Joshua was–by far–the most successful and famous sibling, even though he had the least formal education—he barely finished his secondary education. What accounts for his dramatic accomplishments? One word: suffering!

During the 1960s and early 70s, corruption was rampant in Hong Kong; it permeated government at every level. As an interpreter in the court, he took his share of the corruption money.

Everything changed when the Independent Commission Against Corruption (ICAC) was formed in 1974 with a sweeping mandate to clean up the public sector. He was arrested and imprisoned, along with many other civil servants.

During his incarceration, he suffered a lot of physical abuse at the hands of other inmates. He vowed that when he was released, he would work hard and get to the top the honest way. True to his word, he read as many self-help books as he could lay his hands on and improved himself in every possible way.

Through my father’s recommendation, he was able to work for AIAGroup Limited as an insurance agent. Within six years, through hard work and genius, he smashed all their sales records. Over the past 40 years, Joshua captured all the top awards, both regionally and internationally. He was widely acknowledged as the “Godfather of Insurance” in Hong Kong.

I believe that another factor of his success was that he really knew how to relate to people. He was extremely generous and opened his wallet readily whenever any family member needed help. Our INPM conferences have benefited greatly from his financial support. Joshua also contributed generously to other charitable organizations, such as hospitals and cancer research.

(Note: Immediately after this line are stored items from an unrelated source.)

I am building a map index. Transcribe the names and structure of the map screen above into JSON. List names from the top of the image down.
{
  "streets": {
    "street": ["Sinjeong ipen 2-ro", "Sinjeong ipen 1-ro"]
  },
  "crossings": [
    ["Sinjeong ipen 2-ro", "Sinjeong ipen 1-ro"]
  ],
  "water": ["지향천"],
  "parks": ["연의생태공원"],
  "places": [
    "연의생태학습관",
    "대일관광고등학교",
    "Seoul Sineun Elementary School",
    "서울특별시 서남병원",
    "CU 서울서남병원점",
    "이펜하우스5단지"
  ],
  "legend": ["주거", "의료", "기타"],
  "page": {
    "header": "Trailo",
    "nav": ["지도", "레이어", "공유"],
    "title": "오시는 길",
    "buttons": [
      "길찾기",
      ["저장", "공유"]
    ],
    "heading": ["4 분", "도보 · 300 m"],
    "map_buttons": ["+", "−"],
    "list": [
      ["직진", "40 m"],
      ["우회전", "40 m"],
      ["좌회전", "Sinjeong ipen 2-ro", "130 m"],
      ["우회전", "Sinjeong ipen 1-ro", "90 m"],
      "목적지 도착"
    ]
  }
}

Joshua was not only generous, but cared about other agents who worked with or under him. His weekend seminar, Choice, was designed to help insurance agents become their best through self-understanding, personal growth, emotional-regulation, and building trusting relationships. This self-help seminar was highly successful, attended by thousands of insurance agents. This training has indirectly contributed to the success of all those agents working for him.

Finally, Joshua understood the importance of meaning in life. In one of his blog entries, he said that success without meaning cannot endure testing (成功需要被赋与某种意义. 没有意义的成功等同没有地基的建筑, 是经不起考验的) (Wang Jialun, 2010). He practiced what he preached: to him, insurance was his way of help people plan a more secure financial future. His natural warmth and genuineness instantly earned the trust of the people with whom he worked.

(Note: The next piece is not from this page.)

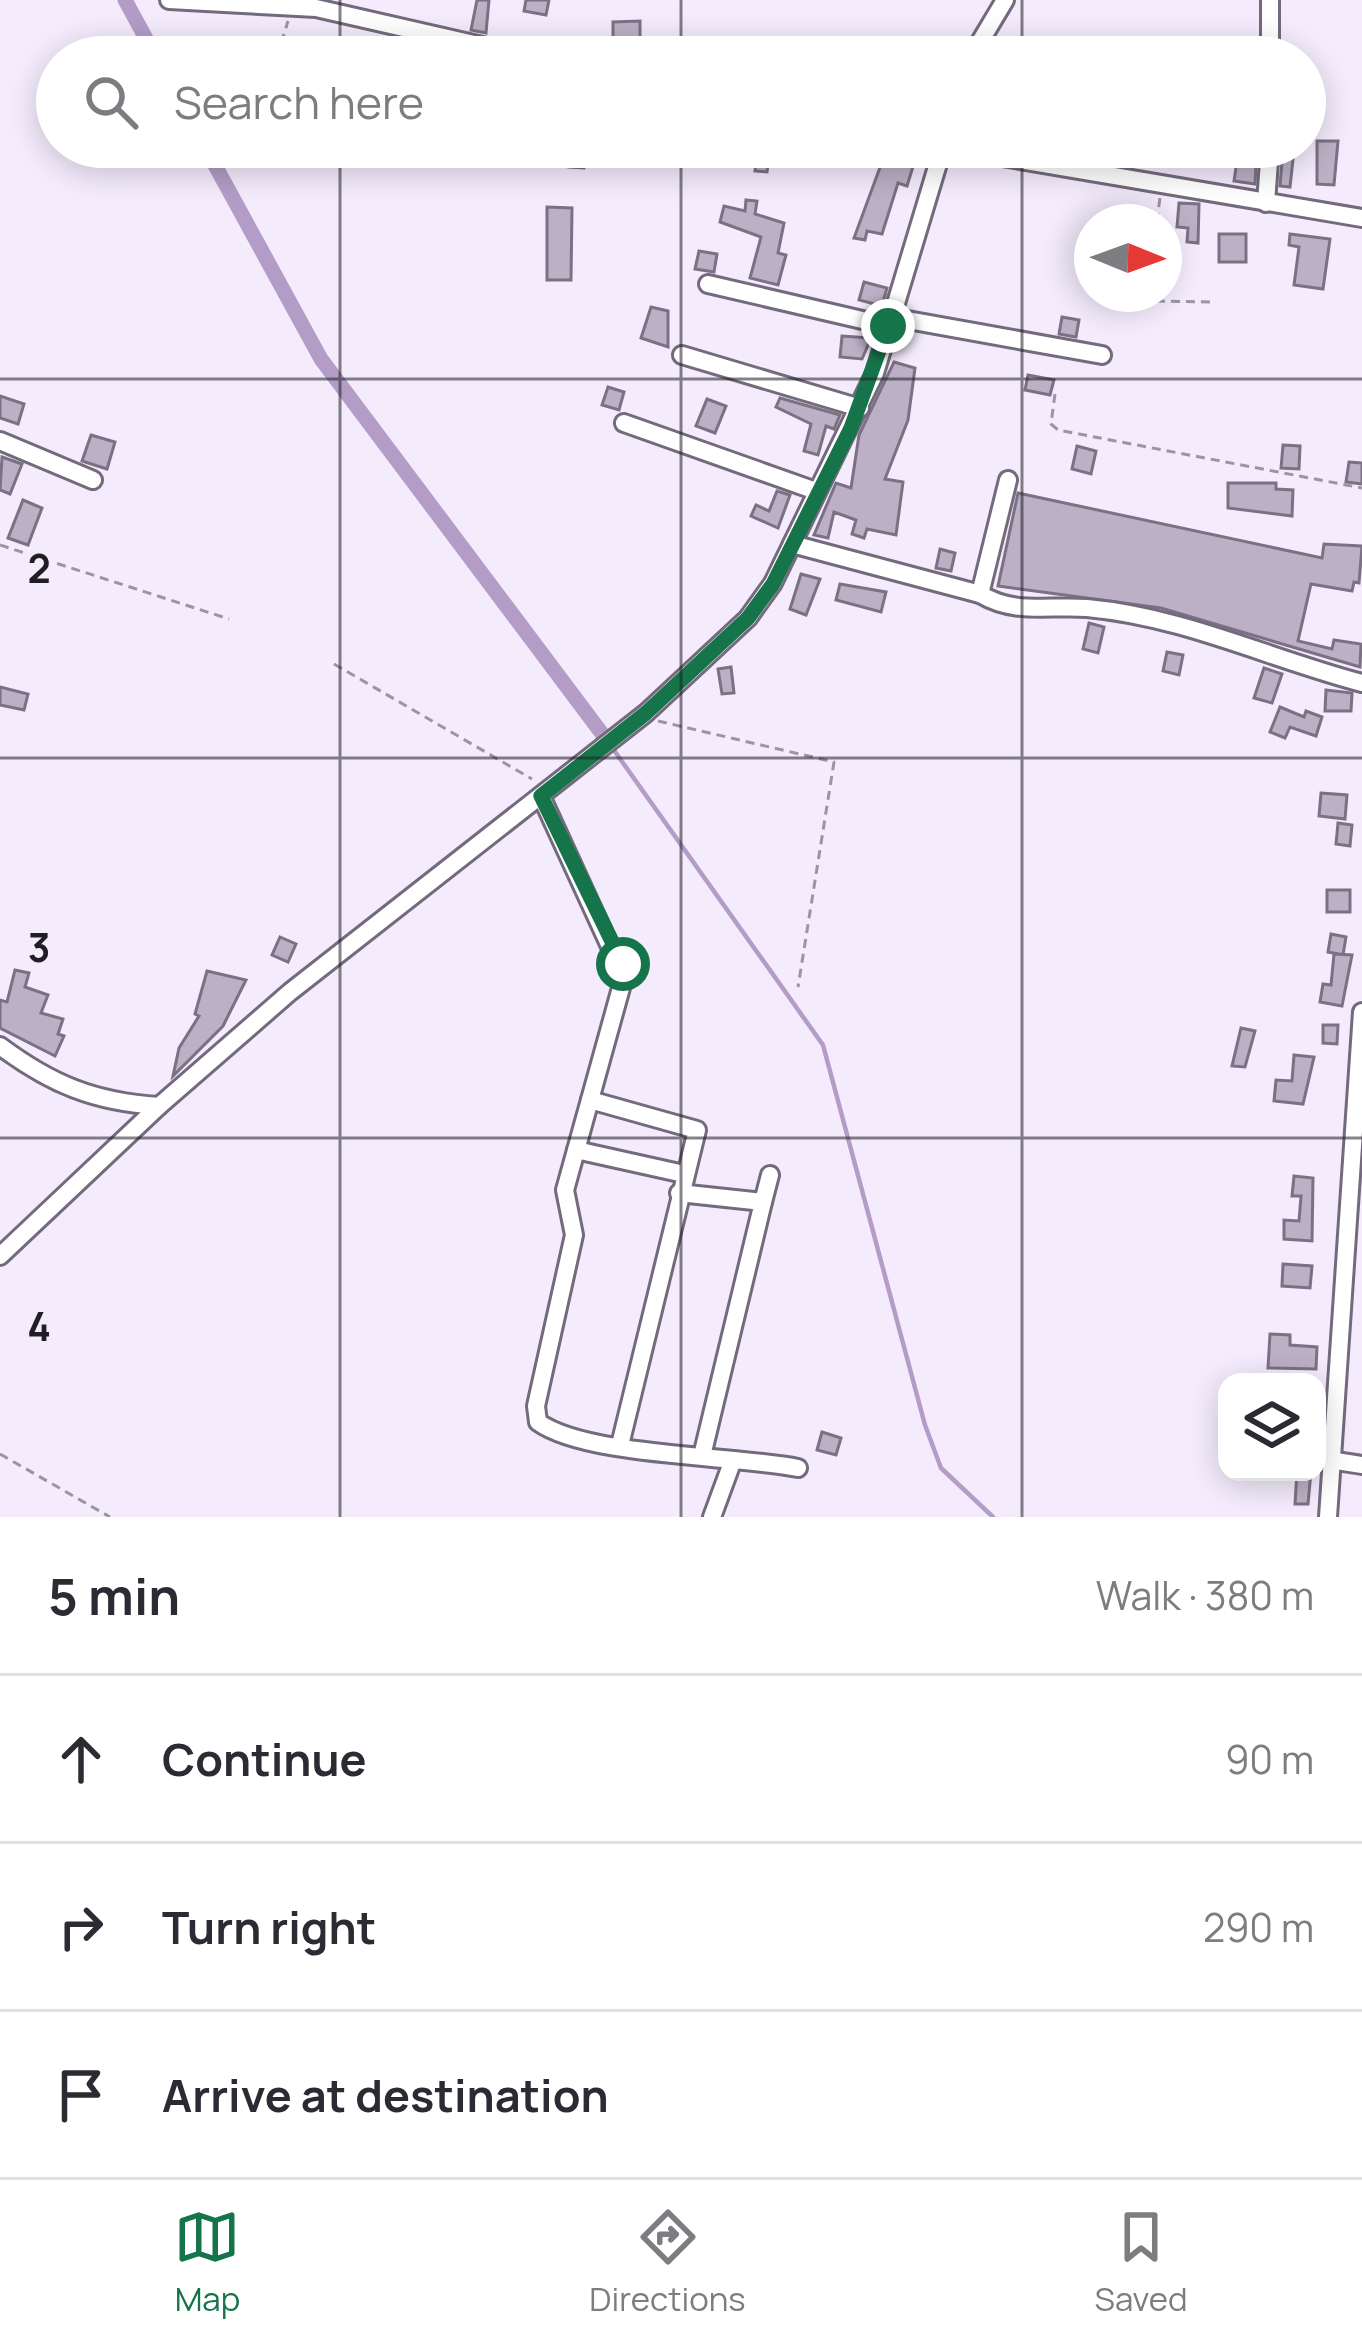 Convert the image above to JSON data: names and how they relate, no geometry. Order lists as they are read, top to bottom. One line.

His son Marcus has followed the steps of his father and grandfather by working for AIA. Marcus, too, has already achieved remarkable success at a young age. I am so glad that my father’s genius in the insurance industry has been passed on to Joshua and Marcus.


Ceng wei meihua zui ru ni: Wang Jialun sushuo bansheng. (2015, December 23). Wen Wei Po. http://paper.wenweipo.com/2015/12/23/OT1512230004.htm

Suiyue Jiaoyang Guanfang boke [The Glorious Moments in Life Blog]. (2009). Wangyi Gongsi [Netease]. http://suiyuejiaoyang.blog.163.com

Wang Jialun. (2010). Weibo. http://weibo.com/u/1331561275

Wong, J. L. (2007). Jiaoyin [Footprints]. Sun-Yat Sen University Press.

Wong, J. L. (2014). Ceng wei meihua zui ru ni: Wo zhe da bansheng [This is my life]. Zhonghua Book Company.